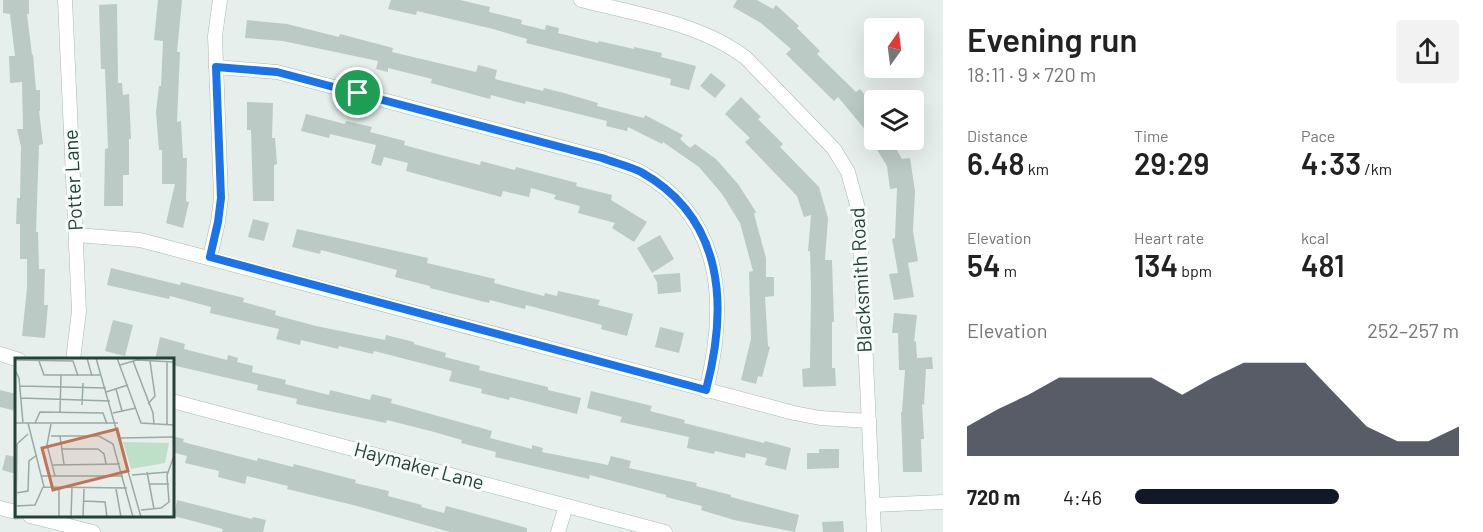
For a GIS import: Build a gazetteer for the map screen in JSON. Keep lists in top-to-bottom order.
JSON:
{
  "streets": {
    "street": ["Potter Lane", "Blacksmith Road", "Haymaker Lane"]
  },
  "north": "top",
  "page": {
    "heading": ["Evening run", "18:11 · 9 × 720 m"],
    "stats": [
      ["Distance", "6.48 km"],
      ["Time", "29:29"],
      ["Pace", "4:33 /km"],
      ["Elevation", "54 m"],
      ["Heart rate", "134 bpm"],
      ["kcal", "481"]
    ],
    "chart": ["Elevation", "252–257 m"],
    "list": [
      {
        "name": "720 m",
        "note": "4:46"
      }
    ]
  }
}
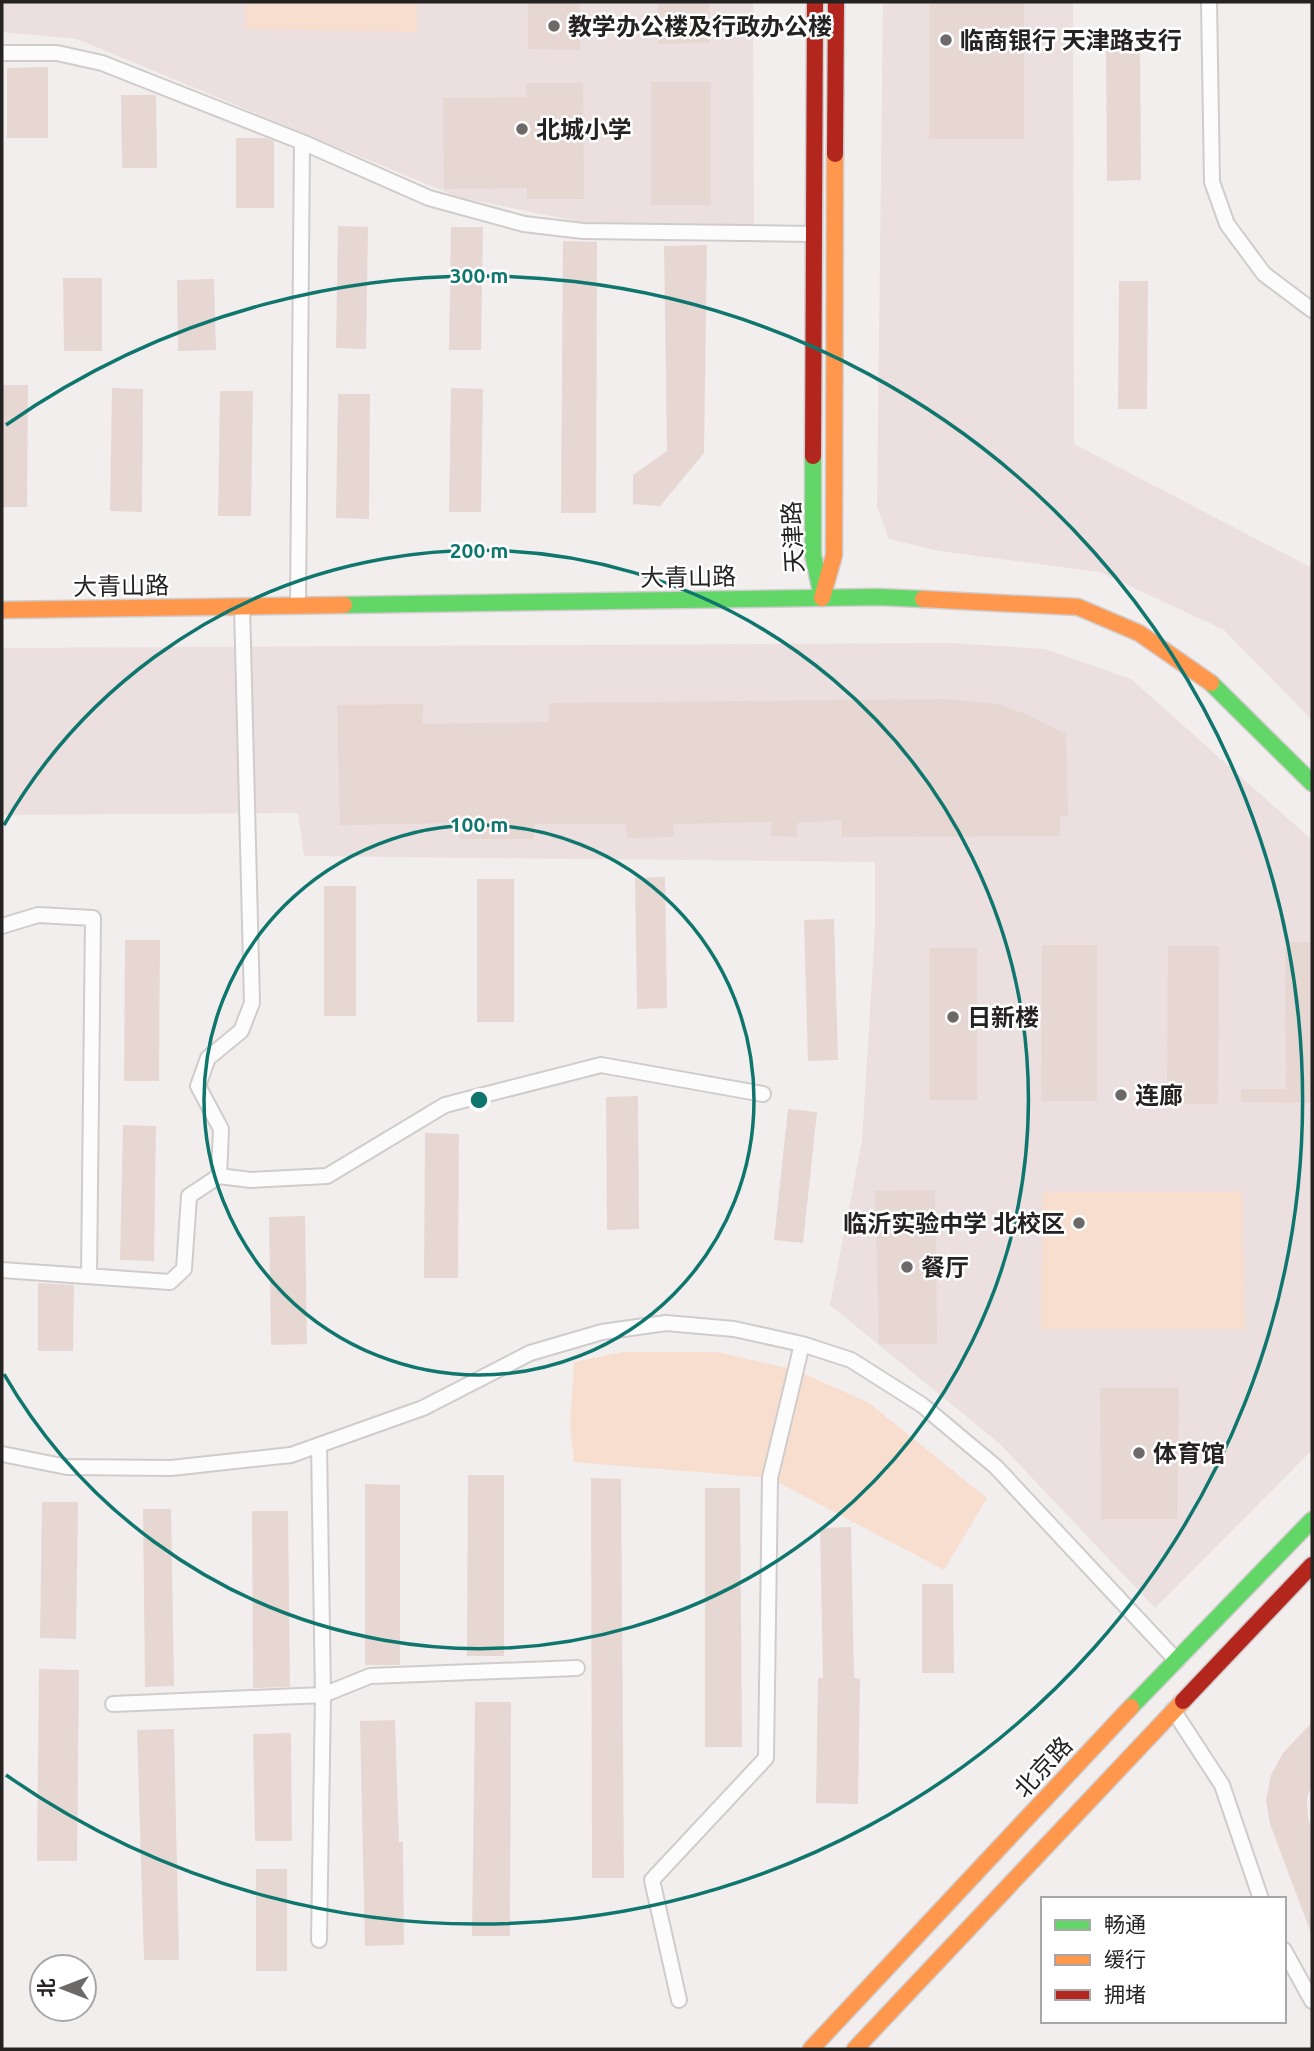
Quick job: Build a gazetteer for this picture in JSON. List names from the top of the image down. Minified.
{"streets":{"main road":["天津路","大青山路","北京路"]},"crossings":[["天津路","大青山路"]],"places":["教学办公楼及行政办公楼","临商银行 天津路支行","北城小学","日新楼","连廊","临沂实验中学 北校区","餐厅","体育馆"],"legend":["畅通","缓行","拥堵"],"north":"left","rings":["300 m","200 m","100 m"]}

WHAT THE EXERCISE ASKS
The copy you produce must hold all the records above exactly and none of their pictures.

EXERCISE OUTPUT
For a GIS import: Build a gazetteer for the map screen in JSON. Keep lists in top-to-bottom order.
JSON:
{
  "streets": {
    "street": ["Potter Lane", "Blacksmith Road", "Haymaker Lane"]
  },
  "north": "top",
  "page": {
    "heading": ["Evening run", "18:11 · 9 × 720 m"],
    "stats": [
      ["Distance", "6.48 km"],
      ["Time", "29:29"],
      ["Pace", "4:33 /km"],
      ["Elevation", "54 m"],
      ["Heart rate", "134 bpm"],
      ["kcal", "481"]
    ],
    "chart": ["Elevation", "252–257 m"],
    "list": [
      {
        "name": "720 m",
        "note": "4:46"
      }
    ]
  }
}
Quick job: Build a gazetteer for this picture in JSON. List names from the top of the image down. Minified.
{"streets":{"main road":["天津路","大青山路","北京路"]},"crossings":[["天津路","大青山路"]],"places":["教学办公楼及行政办公楼","临商银行 天津路支行","北城小学","日新楼","连廊","临沂实验中学 北校区","餐厅","体育馆"],"legend":["畅通","缓行","拥堵"],"north":"left","rings":["300 m","200 m","100 m"]}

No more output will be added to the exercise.